Arming affordable housing in the name of social justice is wrong and counterproductive
For the editor:
A May 24 article in the CT Examiner, “Developer Threatens 8-30g, Racial Justice Protests, After Darien Asks to Scale Back” by Cate Hewitt describes a Darien Architectural Review Board meeting held last week, where the Developer Harold Platz has threatened to change from the currently proposed 22-unit three-story building to a larger project including more affordable units if the council does not compromise on the features of the project. Unfortunately, Mr. Platz has weaponized affordable housing and employed racist language and stereotypes that have contributed to Connecticut’s status as one of the most segregated states in the nation.

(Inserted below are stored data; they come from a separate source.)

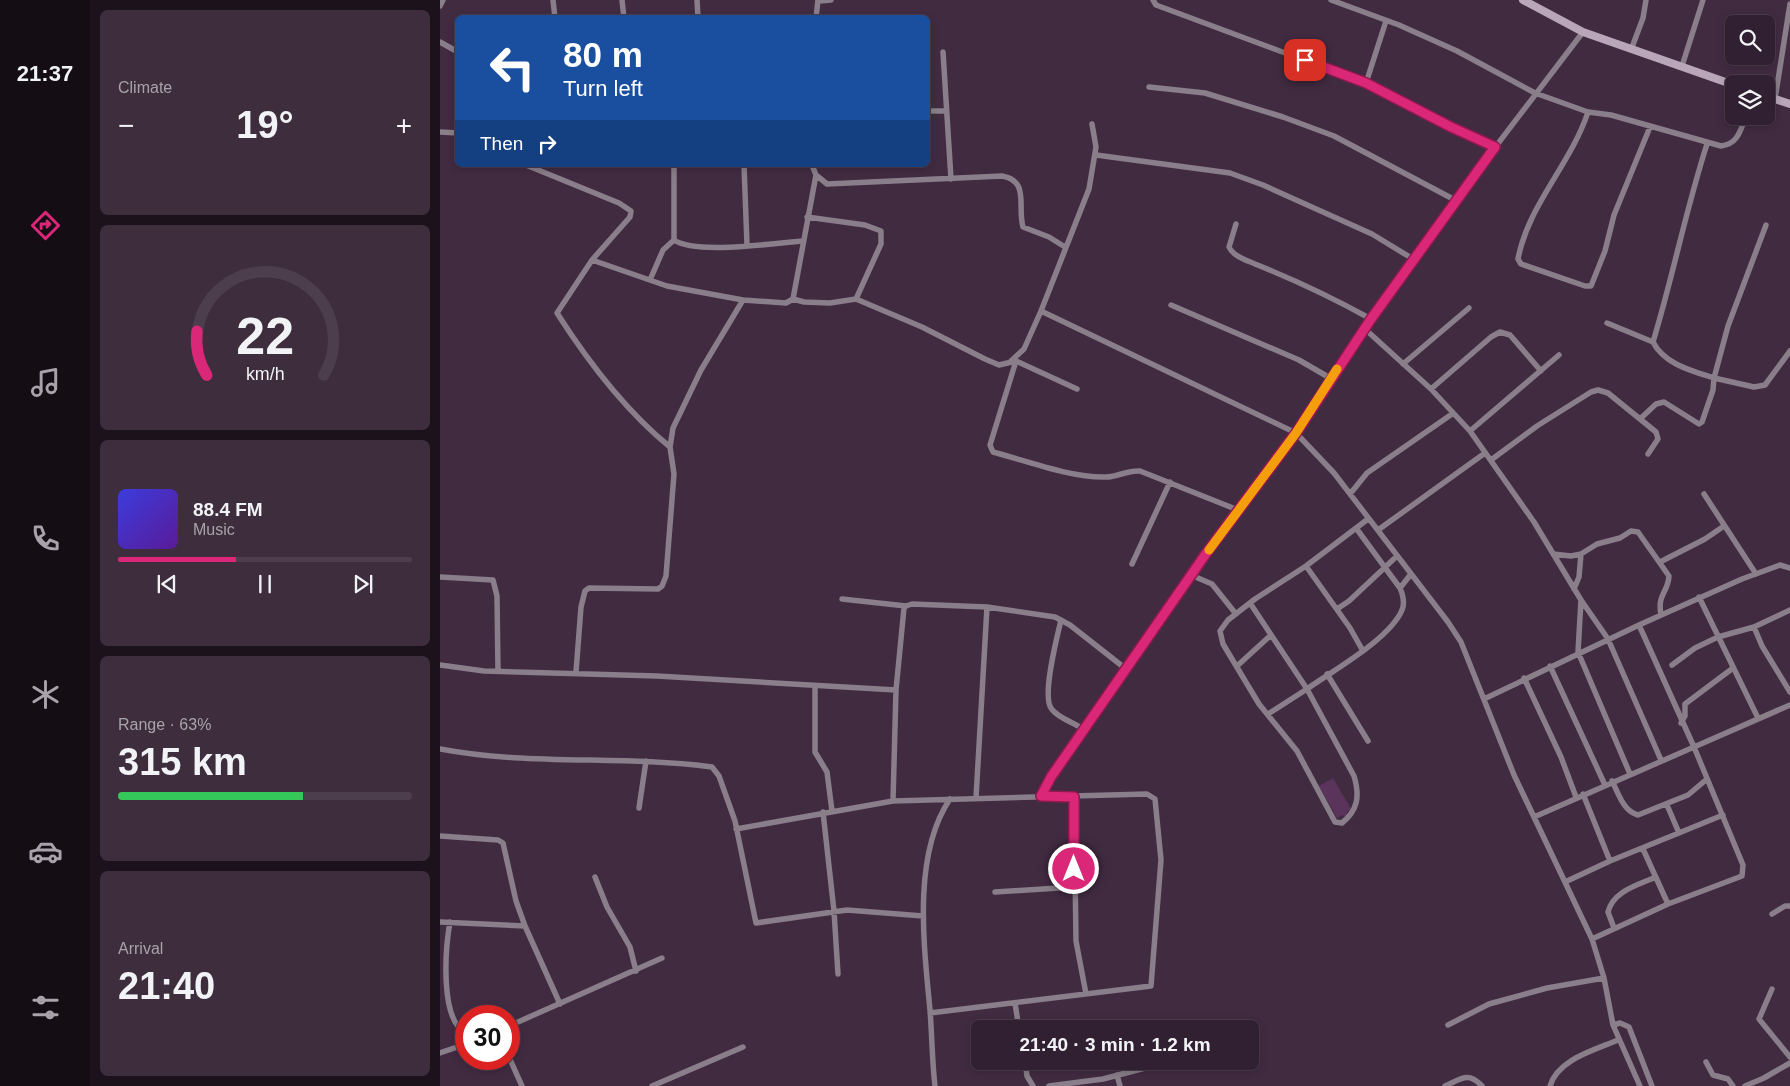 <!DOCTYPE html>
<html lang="en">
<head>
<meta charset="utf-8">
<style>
	body { margin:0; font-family:Helvetica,sans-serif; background:#3d2d3d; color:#f1f3f6; height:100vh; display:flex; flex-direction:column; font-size:19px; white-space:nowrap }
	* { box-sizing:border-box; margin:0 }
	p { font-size:16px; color:#a8a3ab }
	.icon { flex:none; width:28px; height:28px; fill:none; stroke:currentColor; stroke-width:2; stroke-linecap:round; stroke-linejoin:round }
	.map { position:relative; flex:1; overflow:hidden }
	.details { display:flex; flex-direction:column; gap:10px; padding:10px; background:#1b121b; width:350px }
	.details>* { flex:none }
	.guide { position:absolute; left:15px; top:15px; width:475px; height:152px; border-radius:8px; box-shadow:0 2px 8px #0003,0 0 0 1px #4c3e4d; background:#1a4fa0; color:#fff; overflow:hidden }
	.buttons { position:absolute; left:1285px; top:15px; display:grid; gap:10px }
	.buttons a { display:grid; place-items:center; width:50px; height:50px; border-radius:8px; background:#312031; box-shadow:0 2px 8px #0003,0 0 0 1px #4c3e4d; font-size:25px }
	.speed { position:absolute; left:15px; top:1005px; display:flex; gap:10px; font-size:25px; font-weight:700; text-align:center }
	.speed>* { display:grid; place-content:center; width:65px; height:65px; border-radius:50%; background:#312031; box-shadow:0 2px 8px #0003,0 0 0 1px #4c3e4d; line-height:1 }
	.speed .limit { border:8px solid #d22; background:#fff; color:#111 }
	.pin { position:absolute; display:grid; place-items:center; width:42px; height:42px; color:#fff; margin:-21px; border-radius:10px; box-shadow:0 2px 8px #0006 }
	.me { position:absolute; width:55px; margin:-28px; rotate:0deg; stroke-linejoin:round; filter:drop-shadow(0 0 4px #0008) }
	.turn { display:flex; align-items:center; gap:18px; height:105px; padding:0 25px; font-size:22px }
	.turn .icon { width:65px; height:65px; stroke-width:2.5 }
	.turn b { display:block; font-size:35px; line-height:42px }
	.then { display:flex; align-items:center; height:48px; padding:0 25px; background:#0003; gap:10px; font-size:19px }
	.big { font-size:38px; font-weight:700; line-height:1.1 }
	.details .card { flex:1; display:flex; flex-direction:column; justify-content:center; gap:8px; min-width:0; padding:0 18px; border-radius:8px; background:#3d2d3d }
	.details .dial { align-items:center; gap:0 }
	.dial svg { height:130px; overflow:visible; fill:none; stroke:#4c3e4d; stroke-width:7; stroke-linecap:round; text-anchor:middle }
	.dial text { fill:#f1f3f6; stroke:none }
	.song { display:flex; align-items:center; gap:15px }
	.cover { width:60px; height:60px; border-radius:8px; background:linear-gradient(135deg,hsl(240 70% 55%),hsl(270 70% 35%)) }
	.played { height:5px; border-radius:2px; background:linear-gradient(90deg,#db2777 40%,#4c3e4d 40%) }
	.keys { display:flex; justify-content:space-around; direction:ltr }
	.heat { display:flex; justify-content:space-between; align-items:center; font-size:28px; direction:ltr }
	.charge { height:8px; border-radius:4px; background:linear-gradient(90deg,#34c759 63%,#4c3e4d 0) }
	.trip { position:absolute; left:531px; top:1020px; width:288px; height:50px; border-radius:8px; background:#312031; box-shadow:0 2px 8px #0003,0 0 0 1px #4c3e4d; font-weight:700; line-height:50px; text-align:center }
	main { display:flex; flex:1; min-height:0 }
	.dock { display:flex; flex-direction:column; width:90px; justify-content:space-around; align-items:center; background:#140d14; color:#a8a3ab }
	.dock .icon { width:35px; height:35px }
	.dock .current { color:#db2777 }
	.dock b { font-size:22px; color:#f1f3f6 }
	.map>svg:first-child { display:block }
</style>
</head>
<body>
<main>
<nav class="dock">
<b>21:37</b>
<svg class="icon current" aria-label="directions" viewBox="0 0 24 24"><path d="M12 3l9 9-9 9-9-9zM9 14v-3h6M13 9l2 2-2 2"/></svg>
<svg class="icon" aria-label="music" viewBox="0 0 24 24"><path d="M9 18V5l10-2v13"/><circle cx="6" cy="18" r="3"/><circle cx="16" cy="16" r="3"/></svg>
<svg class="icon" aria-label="phone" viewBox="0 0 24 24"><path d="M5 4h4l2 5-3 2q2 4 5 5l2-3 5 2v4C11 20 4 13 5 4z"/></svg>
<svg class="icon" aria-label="climate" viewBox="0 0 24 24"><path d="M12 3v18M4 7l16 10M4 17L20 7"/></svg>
<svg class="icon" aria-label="car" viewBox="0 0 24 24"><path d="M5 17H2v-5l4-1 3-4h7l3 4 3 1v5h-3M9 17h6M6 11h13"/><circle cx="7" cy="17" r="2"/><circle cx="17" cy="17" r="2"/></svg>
<svg class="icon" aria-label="filters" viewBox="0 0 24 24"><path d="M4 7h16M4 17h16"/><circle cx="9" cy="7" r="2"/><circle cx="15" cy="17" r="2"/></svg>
</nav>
<section class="details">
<div class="card"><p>Climate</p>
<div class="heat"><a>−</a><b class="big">19°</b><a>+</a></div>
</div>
<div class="card dial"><svg viewBox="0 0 100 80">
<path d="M14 69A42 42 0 1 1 86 69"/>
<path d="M14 69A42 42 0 0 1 8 42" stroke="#db2777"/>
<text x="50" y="56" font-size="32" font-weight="700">22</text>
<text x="50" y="72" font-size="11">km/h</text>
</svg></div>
<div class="card">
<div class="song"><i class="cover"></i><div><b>88.4 FM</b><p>Music</p></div></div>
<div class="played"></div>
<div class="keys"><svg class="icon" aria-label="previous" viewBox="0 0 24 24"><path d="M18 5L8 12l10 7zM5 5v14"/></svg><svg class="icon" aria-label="pause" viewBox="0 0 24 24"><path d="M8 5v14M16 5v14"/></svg><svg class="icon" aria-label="next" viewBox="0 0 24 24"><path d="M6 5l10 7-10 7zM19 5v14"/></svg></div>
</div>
<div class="card"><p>Range · 63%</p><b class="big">315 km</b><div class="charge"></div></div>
<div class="card"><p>Arrival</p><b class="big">21:40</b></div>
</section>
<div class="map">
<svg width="1350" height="1086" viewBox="0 0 1350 1086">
	<rect width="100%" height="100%" fill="#412b41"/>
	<path fill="#5a345b" d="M893 778 911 809 907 812 908 815 906 817 902 815 897 818 879 786Z"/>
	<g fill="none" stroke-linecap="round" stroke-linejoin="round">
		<path stroke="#897e89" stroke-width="5.5" d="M113 0 115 18
			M182 0 184 18
			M257 0 258 18
			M713 0 716 5 926 83 1011 127 1055 147
			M891 0 959 25 1017 51 1095 93 1148 112 1171 115 1281 146C1298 144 1300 131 1306 116
			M379 1 391 0
			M0 6 3 0
			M376 18 378 0
			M0 42 18 52
			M1191 50 1203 18 1206 0
			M503 52 511 179
			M1242 66 1263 0
			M926 83 946 21
			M709 87 765 93 843 117 894 136 1015 200
			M1335 99 1350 4
			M488 111H506
			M1148 112C1131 164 1088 205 1078 259L1081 264 1145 286H1151L1165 251 1174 215 1210 127
			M0 132 18 133
			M656 155 790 173 823 185 932 234 973 259
			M86 165 179 203 191 211 190 217 152 260 117 313C147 360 187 412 230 447
			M234 165V240C256 255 334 243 363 241
			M304 165 307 245
			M372 165 376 175 387 184 562 176C590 181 577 206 583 227L609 237 625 247
			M367 217 425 225 441 231V244L416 299
			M796 224 789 247C793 256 806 260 815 264 855 280 893 298 931 319
			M152 260 227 286 303 300
			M210 280 223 250 234 240
			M353 299 364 302 390 303 416 299 482 327 545 359 559 365 576 361 637 389
			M731 305 859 360 890 378
			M601 311 856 433 894 473 1008 622 1021 642 1074 775 1152 939 1164 978 1173 1025 1200 1086
			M1167 323 1213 342C1233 276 1246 209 1267 144
			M925 329 991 389 1030 431 1094 522 1141 600 1168 639 1221 760
			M1213 342C1224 364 1252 371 1274 378L1288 326 1326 225
			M571 361 584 349 601 311 649 189 656 147 652 124
			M576 361 550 445 553 452C587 461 631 478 666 477 678 477 687 470 700 471L798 510
			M963 364 1029 308
			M991 389 1051 337 1060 332 1070 335 1101 371
			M1200 419 1216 404 1224 402 1259 424 1262 422 1273 390 1274 378 1314 387 1325 385 1350 351
			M1030 431 1119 355
			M1051 460 1097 426 1151 392 1158 390 1168 393 1216 432 1218 439 1208 454
			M910 494 927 473 1012 414
			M1264 494 1316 574
			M928 519 866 566 815 599 788 620 780 631 783 644 819 704 857 751 895 822 902 823C918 810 920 796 914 776L867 689C892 671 950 639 962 610 965 603 963 595 960 588L971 574
			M916 528 960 588
			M938 530 1045 453
			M1113 554 1131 556 1141 554 1157 544 1180 538 1191 531 1198 532 1229 576C1228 593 1217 594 1221 615
			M1220 562 1265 539 1284 526
			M692 564 730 482
			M866 566 910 628 923 651
			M751 575 772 584 796 614
			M0 577 53 580 57 596 58 671
			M1134 589 1139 577 1141 554
			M1259 597 1318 718
			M402 599 466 606 472 604 547 607 615 617 630 625 686 669
			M1141 600 1138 652 1190 774
			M810 603 867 689 828 714
			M897 609 909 601 957 556
			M621 620C617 637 602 695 611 708 616 717 635 723 643 729
			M1199 625 1302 579 1340 565 1350 568
			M1314 627 1322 646 1350 692
			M0 665 44 671 217 676 456 690
			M1232 665 1255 648 1278 637 1314 627 1350 610
			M797 666 831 635
			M1110 666 1165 785
			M136 672 141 607 145 591 149 588 218 589 222 586 226 576 234 474 230 447 233 428 261 370 303 300 346 303 353 299 376 175
			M887 674 928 741
			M1084 678 1121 757 1136 797
			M375 686V752L387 772 392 811
			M1044 699 1199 625 1254 747 1094 817
			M1241 723 1245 716V704L1293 668
			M0 749C89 766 182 755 272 767L279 776 295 821 316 923 407 910 483 916
			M1172 781C1179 794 1183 811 1198 815L1248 795 1267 779
			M1143 794 1170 861
			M601 796 611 777 650 718 765 555 856 433 890 378 1015 200 1143 32
			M634 797 636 941 646 994
			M536 798 547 607
			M453 801 456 690 464 608 466 606
			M1227 805 1239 833
			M199 808 206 761
			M383 812 394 911 398 974
			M296 829 453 801 707 794 715 799 721 860 711 986 490 1013
			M0 836 58 840 63 843 76 901 85 926 120 1004
			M1203 849 1228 904
			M155 877 167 907 190 947 196 971
			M1125 882 1170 861 1283 815
			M555 892 634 887
			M1332 914 1345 906H1350
			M0 922 85 926
			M10 922C5 950 0 1022 26 1032
			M1174 928 1168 912C1173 891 1198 885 1216 877
			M1152 939 1228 904 1302 876 1303 865 1254 747 1350 705
			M1332 989 1319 1019 1350 1057
			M575 1003 579 1029
			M1008 1025 1049 1004 1107 988 1164 978
			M1173 1025 1180 1023 1189 1027 1212 1086
			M69 1026 222 958
			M0 1053 26 1044
			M69 1057 82 1086
			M585 1061 587 1076 593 1086
			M1266 1062 1273 1075 1288 1079 1293 1086
			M677 1075 680 1086
			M212 1086 303 1047
			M495 1086C492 1061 492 1035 490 1010 484 946 472 855 510 799
			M609 1086 663 1079 724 1063
			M1005 1086C1021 1079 1028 1071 1042 1086
			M1110 1086C1118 1059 1155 1050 1178 1040
			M1305 1086 1324 1078 1350 1063"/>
		<path stroke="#b9a7b9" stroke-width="8" d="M1083 0 1143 32 1294 85
			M1326 96 1350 104"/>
	</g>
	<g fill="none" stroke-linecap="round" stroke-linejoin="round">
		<g stroke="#8e194d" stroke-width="12">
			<path id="route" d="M634 869V797L601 796 611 777 765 555 856 433 931 319 1055 147 1011 127 926 83 865 60"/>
		</g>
		<use href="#route" stroke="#db2777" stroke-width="9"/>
		<path stroke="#f59e0b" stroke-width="9" d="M769 550 856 433 897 369"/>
	</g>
</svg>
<div class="buttons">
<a><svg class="icon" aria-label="search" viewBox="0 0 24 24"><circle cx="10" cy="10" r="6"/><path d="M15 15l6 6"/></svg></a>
<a><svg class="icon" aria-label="layers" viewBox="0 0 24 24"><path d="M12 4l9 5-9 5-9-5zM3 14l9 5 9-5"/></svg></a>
</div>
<div class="speed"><div class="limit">30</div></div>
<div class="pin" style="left:865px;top:60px;background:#d93025"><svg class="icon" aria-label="arrive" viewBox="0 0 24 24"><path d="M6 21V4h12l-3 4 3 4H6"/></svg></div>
<svg class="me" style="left:634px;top:869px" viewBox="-20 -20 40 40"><circle r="17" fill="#db2777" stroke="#fff" stroke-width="3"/><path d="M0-11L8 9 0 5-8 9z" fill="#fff"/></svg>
<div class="trip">21:40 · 3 min · 1.2 km</div>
<div class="guide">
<div class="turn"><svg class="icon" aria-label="left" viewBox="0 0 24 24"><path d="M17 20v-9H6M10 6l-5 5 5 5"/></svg><div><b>80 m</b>Turn left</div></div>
<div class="then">Then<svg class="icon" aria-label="right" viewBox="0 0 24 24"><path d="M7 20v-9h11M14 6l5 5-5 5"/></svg></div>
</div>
</div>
</main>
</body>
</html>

Like many of its neighboring towns, Darien does not have a lot of affordable housing. Over the period 2002 – 2021, Darien’s affordable housing supply increased by only 194, bringing affordable housing supply to 4% of its housing stock. For several years, the city has implemented a Housing Inclusion Ordinance that requires a portion of homes in a development to be set aside to remain affordable to households with incomes below 80% of the median income of state households. It’s a good policy, but Darien still has a long way to go.
Section 8-30g, a decades-old state law, simply gives developers working to develop affordable housing a right of action when city zoning officials oppose such development on grounds fallacious. Where cities have yet to reach a threshold of 10% of their affordable housing stock (deed-restricted units, voucher-subsidized rentals, and subsidized mortgages count), 8-30g can and has helped create thousands of desperately needed affordable housing options in Connecticut.
While many would agree that we need to create more affordable housing options, using racist scare tactics to achieve this goal is wrong and counterproductive. Mr. Platz’s suggestion that residents of affordable housing are necessarily “minorities” is not only a racial stereotype, but also a factual error. While households of color make up a disproportionate share of households facing housing insecurity compared to the overall population thanks to decades of state, local and federal laws designed to prevent such stability, most low-income households in the Connecticut area are led by whites.
Arming affordable housing, BIPOC (Black, Indigenous, People of Color) housing rights and social justice movements in the name of this cause is morally unjustifiable. Using these tactics to justify building affordable housing is wrong.